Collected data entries

---+---

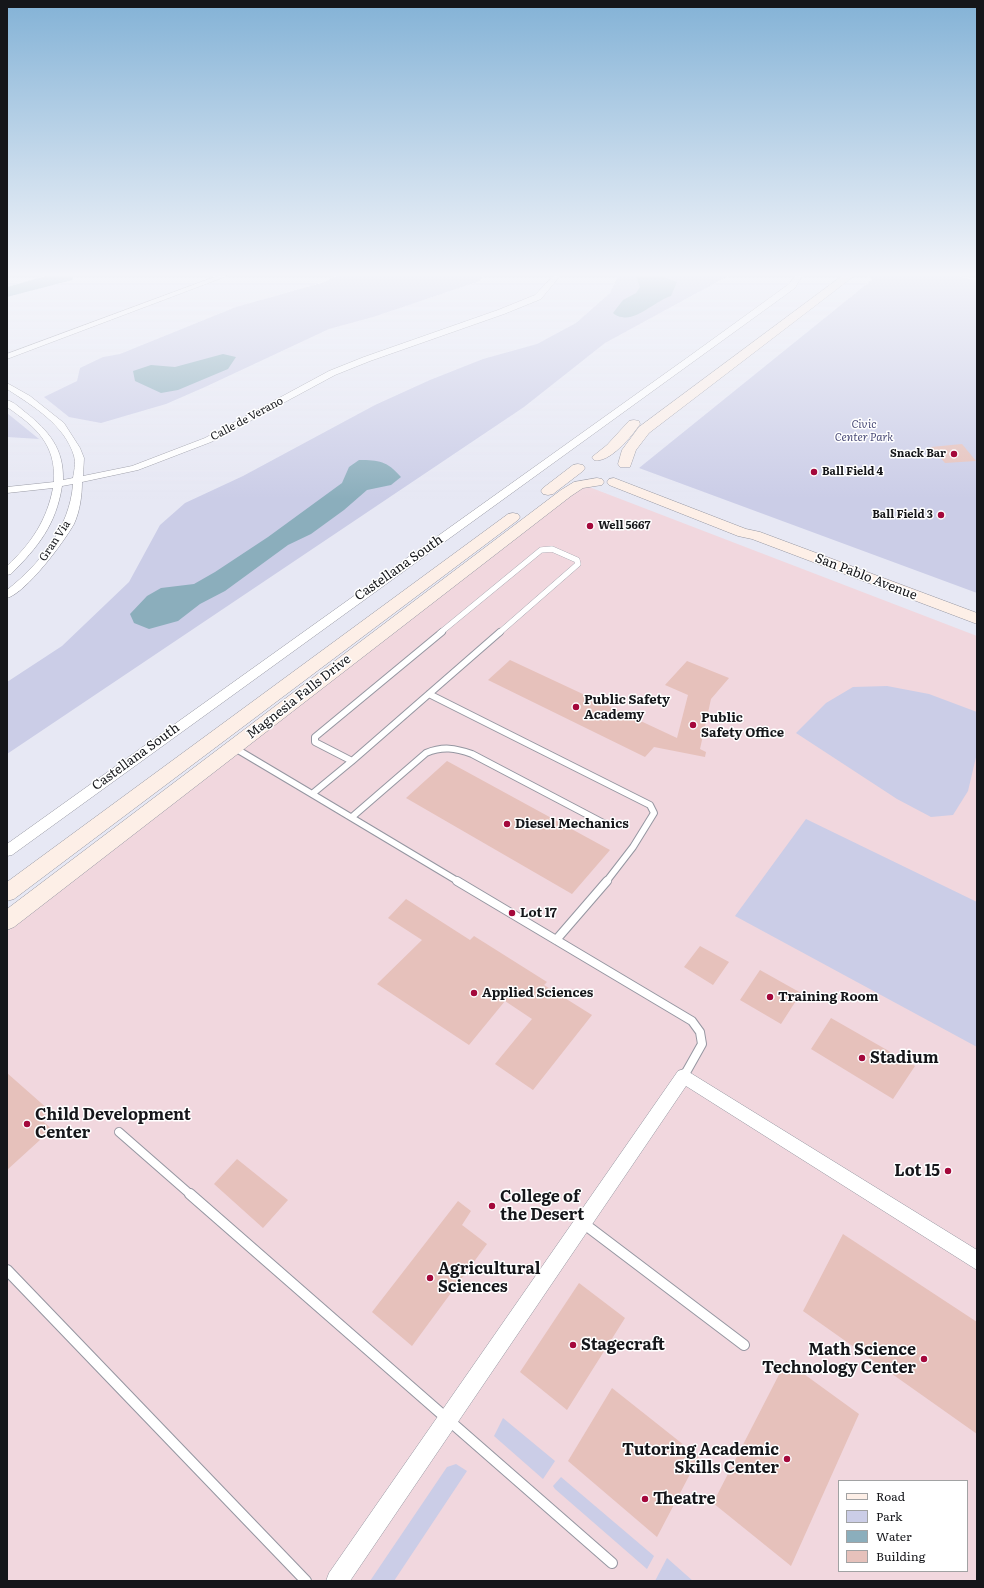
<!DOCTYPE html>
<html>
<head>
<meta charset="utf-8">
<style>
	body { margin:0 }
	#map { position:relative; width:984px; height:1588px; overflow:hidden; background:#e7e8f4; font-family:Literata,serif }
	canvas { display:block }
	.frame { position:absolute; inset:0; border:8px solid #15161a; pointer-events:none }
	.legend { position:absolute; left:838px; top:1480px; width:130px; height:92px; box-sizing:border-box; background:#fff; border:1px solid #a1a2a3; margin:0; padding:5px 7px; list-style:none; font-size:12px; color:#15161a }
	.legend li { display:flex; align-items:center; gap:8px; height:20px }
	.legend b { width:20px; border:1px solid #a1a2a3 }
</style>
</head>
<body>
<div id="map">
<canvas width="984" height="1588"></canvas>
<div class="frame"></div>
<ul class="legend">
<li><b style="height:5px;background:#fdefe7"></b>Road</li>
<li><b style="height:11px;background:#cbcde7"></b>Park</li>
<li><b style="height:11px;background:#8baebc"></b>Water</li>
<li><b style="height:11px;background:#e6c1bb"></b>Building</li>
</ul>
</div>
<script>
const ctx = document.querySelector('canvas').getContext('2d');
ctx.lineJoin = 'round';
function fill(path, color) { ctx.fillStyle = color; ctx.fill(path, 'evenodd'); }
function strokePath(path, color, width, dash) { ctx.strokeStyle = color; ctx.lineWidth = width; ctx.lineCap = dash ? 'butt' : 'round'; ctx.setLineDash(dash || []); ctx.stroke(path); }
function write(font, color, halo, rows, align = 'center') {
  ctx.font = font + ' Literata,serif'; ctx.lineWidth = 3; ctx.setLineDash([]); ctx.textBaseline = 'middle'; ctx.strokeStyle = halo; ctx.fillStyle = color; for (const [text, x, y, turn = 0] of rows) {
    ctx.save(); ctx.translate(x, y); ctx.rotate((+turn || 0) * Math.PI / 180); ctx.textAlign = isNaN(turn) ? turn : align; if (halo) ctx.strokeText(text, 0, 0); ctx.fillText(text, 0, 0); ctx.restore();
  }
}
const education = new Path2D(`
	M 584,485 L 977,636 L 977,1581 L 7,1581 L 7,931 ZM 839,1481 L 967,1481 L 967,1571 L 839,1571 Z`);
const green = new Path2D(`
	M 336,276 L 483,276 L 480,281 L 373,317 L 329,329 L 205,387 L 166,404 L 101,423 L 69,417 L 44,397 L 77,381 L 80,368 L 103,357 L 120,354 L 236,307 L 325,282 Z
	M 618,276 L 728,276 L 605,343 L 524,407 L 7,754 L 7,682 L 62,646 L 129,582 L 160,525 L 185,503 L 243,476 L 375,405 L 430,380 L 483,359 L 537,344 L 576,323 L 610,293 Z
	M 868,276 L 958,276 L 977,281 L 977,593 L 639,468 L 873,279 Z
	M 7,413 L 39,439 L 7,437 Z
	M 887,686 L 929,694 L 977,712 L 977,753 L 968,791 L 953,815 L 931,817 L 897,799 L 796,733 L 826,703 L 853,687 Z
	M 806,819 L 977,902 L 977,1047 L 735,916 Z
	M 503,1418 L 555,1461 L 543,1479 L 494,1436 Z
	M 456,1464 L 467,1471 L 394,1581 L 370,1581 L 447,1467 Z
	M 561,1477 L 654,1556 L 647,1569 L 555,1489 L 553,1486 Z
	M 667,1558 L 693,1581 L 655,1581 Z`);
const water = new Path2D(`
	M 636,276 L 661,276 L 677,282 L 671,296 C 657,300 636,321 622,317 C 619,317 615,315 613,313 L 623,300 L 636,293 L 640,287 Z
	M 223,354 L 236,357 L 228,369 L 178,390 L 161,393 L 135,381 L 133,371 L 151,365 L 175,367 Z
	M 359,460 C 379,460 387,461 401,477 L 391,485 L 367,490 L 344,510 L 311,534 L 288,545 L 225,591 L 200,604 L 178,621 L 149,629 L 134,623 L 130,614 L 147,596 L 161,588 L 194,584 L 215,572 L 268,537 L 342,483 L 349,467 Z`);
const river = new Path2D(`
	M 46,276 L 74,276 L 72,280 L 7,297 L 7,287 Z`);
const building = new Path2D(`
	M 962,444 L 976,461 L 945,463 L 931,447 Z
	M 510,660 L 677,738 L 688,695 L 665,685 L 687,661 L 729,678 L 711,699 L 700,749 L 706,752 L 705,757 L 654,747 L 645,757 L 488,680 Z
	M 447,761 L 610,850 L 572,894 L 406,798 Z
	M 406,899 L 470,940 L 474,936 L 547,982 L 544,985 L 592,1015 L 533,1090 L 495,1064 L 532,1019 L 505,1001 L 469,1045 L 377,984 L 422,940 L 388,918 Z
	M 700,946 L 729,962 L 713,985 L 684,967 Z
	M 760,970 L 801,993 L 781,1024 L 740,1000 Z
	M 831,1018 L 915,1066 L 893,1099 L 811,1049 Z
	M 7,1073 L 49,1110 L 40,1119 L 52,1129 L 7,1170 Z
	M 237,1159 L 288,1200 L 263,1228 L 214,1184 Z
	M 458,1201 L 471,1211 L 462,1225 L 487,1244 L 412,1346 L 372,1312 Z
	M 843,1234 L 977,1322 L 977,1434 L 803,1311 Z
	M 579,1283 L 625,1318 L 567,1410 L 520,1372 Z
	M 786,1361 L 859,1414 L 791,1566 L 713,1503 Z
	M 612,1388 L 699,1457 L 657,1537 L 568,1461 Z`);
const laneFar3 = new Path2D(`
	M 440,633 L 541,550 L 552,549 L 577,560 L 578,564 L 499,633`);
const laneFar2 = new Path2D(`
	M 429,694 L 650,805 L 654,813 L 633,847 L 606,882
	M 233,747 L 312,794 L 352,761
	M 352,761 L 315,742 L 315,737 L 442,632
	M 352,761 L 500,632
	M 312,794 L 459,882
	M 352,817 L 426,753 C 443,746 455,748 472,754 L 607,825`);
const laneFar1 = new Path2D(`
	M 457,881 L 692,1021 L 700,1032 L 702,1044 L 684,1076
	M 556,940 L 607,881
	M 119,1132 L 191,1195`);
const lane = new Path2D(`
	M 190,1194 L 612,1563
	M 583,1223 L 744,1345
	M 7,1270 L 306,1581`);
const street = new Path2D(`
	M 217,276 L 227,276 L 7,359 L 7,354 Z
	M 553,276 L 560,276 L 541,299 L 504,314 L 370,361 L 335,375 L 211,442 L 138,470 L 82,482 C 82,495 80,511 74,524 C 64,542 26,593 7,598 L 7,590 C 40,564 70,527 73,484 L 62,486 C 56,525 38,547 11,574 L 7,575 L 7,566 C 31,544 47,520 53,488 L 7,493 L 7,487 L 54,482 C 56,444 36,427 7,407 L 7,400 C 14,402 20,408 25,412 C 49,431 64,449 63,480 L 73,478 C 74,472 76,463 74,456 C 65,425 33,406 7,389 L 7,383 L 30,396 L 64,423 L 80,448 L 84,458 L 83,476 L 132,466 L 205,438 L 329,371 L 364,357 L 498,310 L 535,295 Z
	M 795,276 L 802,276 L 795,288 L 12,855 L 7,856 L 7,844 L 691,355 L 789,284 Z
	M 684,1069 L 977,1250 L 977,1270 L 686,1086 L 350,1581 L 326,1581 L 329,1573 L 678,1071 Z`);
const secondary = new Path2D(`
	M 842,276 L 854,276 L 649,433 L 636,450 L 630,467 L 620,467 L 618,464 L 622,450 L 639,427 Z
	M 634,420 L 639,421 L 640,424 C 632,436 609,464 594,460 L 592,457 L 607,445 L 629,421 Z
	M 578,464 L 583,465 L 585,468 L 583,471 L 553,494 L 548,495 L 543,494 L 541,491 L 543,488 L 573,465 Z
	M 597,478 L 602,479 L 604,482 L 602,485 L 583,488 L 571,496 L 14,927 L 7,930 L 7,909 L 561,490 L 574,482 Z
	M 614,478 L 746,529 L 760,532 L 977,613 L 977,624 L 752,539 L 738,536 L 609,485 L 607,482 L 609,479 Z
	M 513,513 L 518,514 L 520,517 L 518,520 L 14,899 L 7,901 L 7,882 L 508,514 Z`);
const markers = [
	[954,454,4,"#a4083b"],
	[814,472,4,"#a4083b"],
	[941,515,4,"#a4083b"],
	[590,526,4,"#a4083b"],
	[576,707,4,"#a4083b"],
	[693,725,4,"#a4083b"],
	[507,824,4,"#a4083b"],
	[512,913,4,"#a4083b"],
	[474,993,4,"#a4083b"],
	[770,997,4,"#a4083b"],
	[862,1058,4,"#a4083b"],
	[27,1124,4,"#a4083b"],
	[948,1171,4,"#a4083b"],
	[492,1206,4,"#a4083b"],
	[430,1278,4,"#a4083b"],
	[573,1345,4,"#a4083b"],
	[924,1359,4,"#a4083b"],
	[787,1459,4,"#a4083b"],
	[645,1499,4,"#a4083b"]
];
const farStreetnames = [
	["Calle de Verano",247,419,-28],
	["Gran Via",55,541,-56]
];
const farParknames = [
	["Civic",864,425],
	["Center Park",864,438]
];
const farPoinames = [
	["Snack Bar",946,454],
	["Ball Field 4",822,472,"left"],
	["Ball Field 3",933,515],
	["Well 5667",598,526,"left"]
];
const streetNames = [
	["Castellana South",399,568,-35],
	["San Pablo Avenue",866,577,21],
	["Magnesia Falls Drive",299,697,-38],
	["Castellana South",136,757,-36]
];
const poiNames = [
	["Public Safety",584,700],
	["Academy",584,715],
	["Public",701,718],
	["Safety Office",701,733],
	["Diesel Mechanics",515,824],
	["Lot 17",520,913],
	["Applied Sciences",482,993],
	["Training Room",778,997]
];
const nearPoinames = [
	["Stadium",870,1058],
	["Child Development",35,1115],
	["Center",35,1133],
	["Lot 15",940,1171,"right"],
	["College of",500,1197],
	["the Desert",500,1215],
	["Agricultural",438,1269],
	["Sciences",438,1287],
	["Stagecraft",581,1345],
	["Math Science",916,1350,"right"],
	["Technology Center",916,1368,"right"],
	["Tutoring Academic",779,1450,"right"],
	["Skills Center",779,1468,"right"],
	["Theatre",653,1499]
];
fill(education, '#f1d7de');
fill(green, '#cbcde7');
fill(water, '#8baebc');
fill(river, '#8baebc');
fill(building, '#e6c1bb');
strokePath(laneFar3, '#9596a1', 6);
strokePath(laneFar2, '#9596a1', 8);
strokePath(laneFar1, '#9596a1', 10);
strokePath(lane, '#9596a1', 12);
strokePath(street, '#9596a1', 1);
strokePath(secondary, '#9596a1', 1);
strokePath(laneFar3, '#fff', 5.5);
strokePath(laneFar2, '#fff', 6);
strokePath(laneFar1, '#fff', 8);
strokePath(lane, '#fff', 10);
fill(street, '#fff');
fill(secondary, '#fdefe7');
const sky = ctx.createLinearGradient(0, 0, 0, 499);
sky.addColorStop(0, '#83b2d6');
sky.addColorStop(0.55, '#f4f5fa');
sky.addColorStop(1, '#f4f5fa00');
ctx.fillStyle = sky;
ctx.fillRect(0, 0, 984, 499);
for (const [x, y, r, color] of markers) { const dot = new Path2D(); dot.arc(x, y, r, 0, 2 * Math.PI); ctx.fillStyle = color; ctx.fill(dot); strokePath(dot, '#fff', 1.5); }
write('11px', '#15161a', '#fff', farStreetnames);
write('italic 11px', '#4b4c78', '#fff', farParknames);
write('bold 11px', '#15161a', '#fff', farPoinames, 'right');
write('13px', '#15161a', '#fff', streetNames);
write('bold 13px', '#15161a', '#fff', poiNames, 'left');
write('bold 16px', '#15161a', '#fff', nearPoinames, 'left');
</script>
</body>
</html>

---+---

** Work required **
Take the lines from the start of the entries through the line containing "function write(font, color, halo, rows, align" and set them down exactly, leaving out every picture.

** Response to the exercise **
<!DOCTYPE html>
<html>
<head>
<meta charset="utf-8">
<style>
	body { margin:0 }
	#map { position:relative; width:984px; height:1588px; overflow:hidden; background:#e7e8f4; font-family:Literata,serif }
	canvas { display:block }
	.frame { position:absolute; inset:0; border:8px solid #15161a; pointer-events:none }
	.legend { position:absolute; left:838px; top:1480px; width:130px; height:92px; box-sizing:border-box; background:#fff; border:1px solid #a1a2a3; margin:0; padding:5px 7px; list-style:none; font-size:12px; color:#15161a }
	.legend li { display:flex; align-items:center; gap:8px; height:20px }
	.legend b { width:20px; border:1px solid #a1a2a3 }
</style>
</head>
<body>
<div id="map">
<canvas width="984" height="1588"></canvas>
<div class="frame"></div>
<ul class="legend">
<li><b style="height:5px;background:#fdefe7"></b>Road</li>
<li><b style="height:11px;background:#cbcde7"></b>Park</li>
<li><b style="height:11px;background:#8baebc"></b>Water</li>
<li><b style="height:11px;background:#e6c1bb"></b>Building</li>
</ul>
</div>
<script>
const ctx = document.querySelector('canvas').getContext('2d');
ctx.lineJoin = 'round';
function fill(path, color) { ctx.fillStyle = color; ctx.fill(path, 'evenodd'); }
function strokePath(path, color, width, dash) { ctx.strokeStyle = color; ctx.lineWidth = width; ctx.lineCap = dash ? 'butt' : 'round'; ctx.setLineDash(dash || []); ctx.stroke(path); }
function write(font, color, halo, rows, align = 'center') {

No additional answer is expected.